In the entries that follow, count each line containing "Tirrabella" and state the total, nothing more.

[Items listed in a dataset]
=== Section Start ===
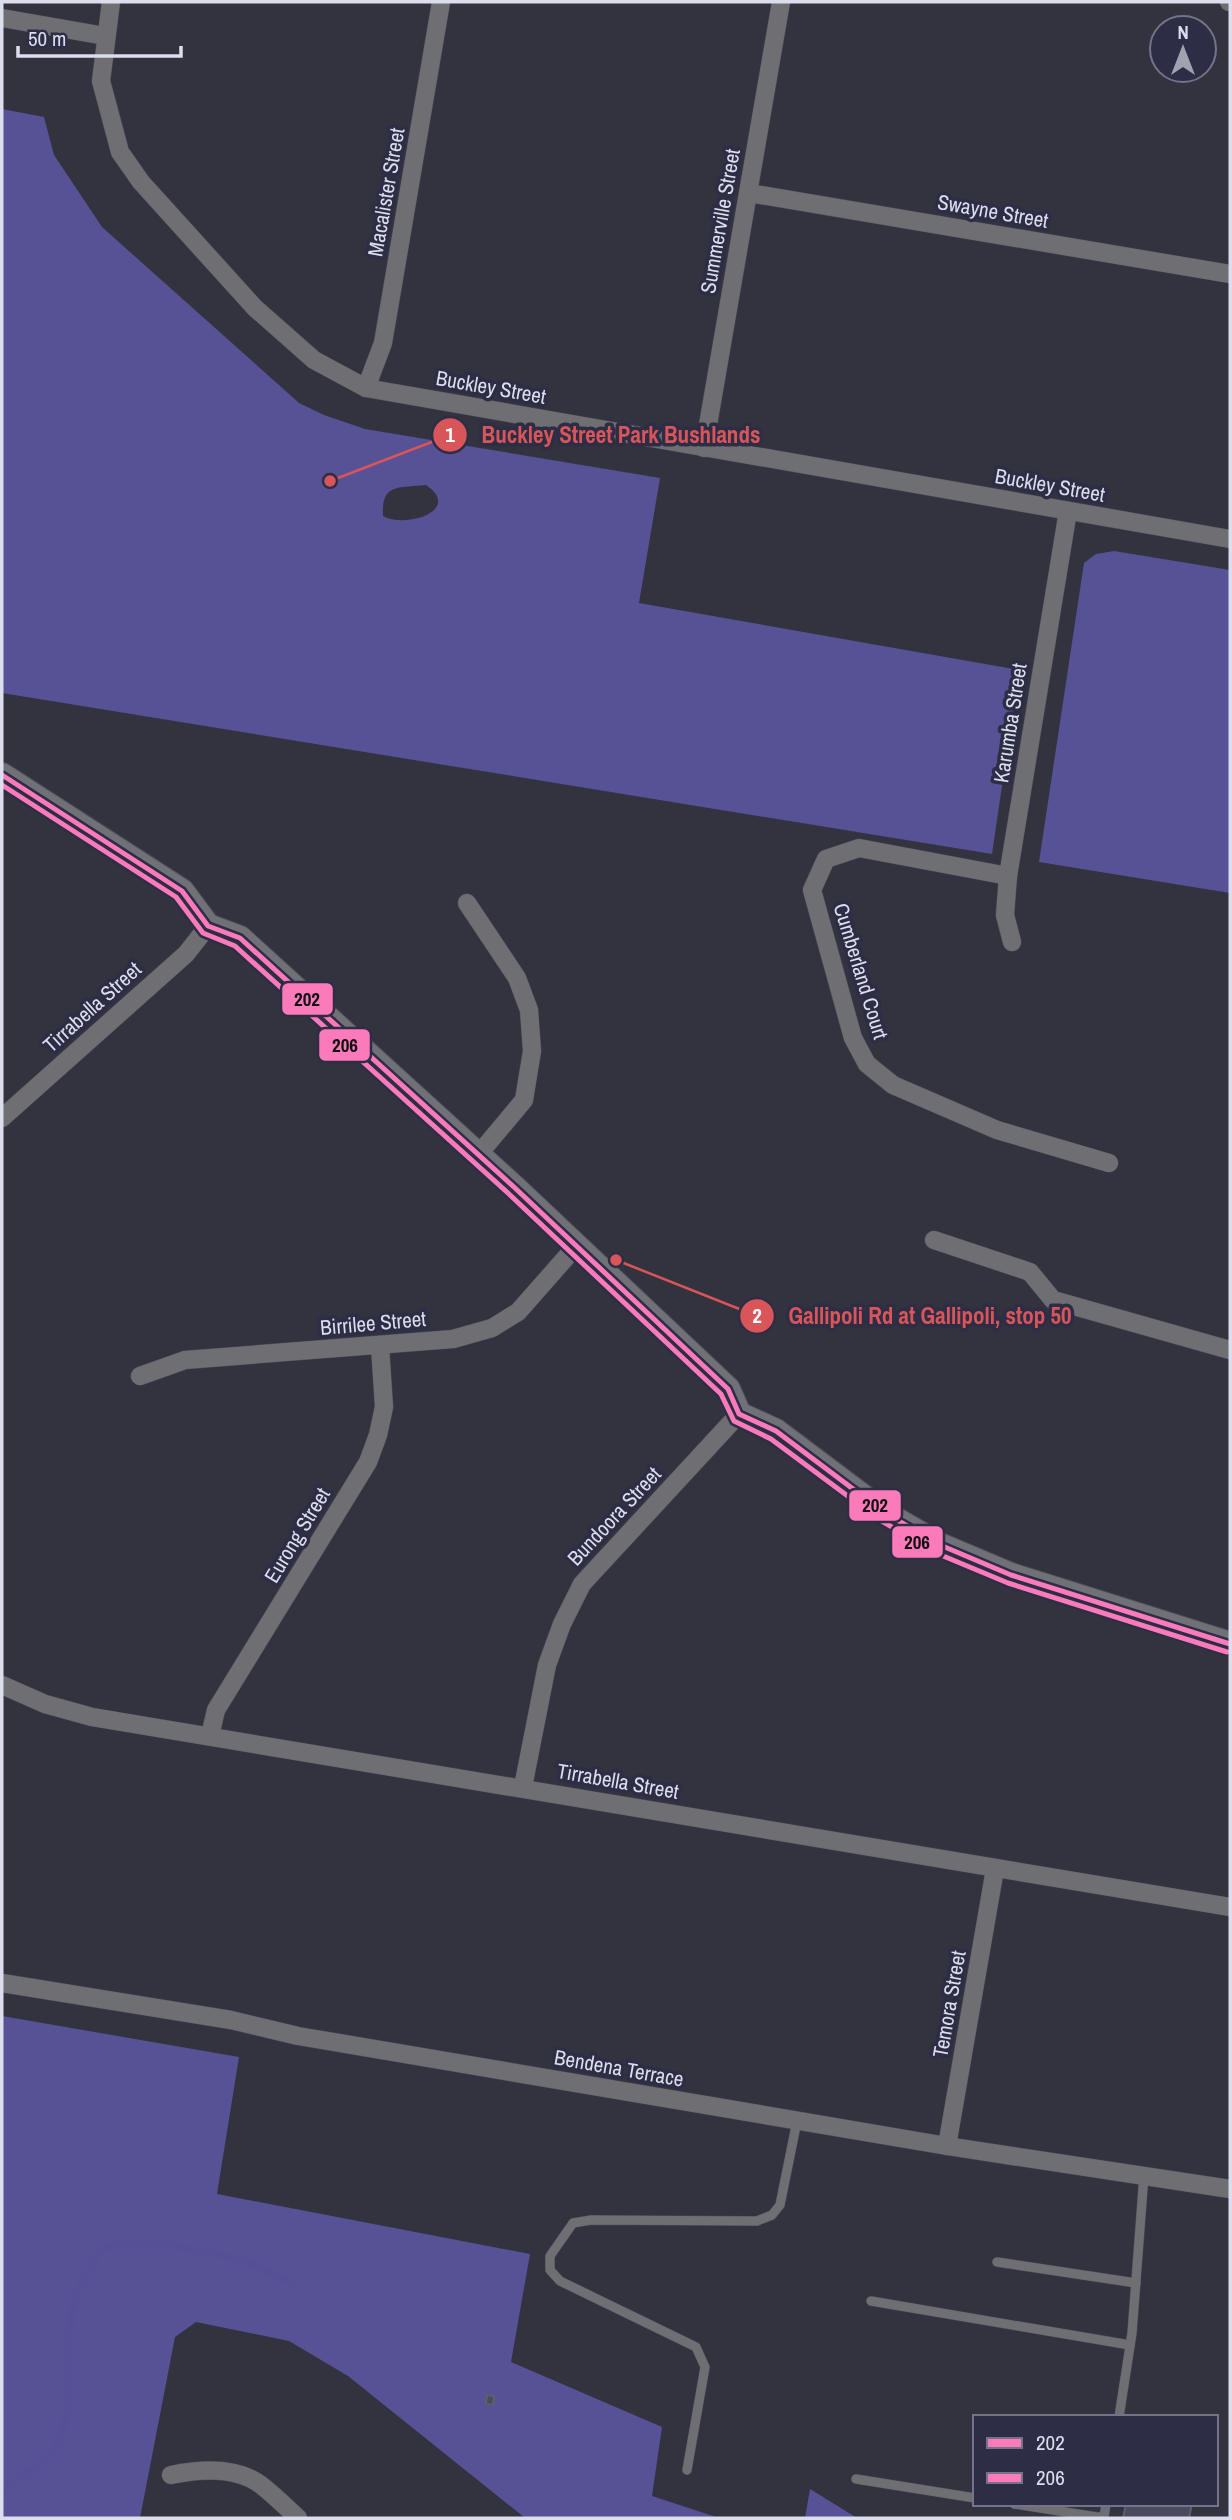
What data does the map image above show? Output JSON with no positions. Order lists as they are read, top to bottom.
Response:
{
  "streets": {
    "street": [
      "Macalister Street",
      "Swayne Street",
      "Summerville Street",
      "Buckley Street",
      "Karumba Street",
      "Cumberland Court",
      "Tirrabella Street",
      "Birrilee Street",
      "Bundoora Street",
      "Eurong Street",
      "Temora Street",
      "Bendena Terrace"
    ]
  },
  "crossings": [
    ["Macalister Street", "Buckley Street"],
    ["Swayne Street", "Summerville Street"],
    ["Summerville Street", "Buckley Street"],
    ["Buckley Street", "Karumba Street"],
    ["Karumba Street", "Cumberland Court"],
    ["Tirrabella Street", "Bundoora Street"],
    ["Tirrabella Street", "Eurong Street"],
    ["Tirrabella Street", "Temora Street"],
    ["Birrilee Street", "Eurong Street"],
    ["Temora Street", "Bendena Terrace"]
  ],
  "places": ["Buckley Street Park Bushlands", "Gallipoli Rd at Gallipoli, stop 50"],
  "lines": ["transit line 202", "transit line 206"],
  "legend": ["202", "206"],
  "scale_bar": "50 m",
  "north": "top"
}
=== Section End ===
## WRITTEN SOLUTION
4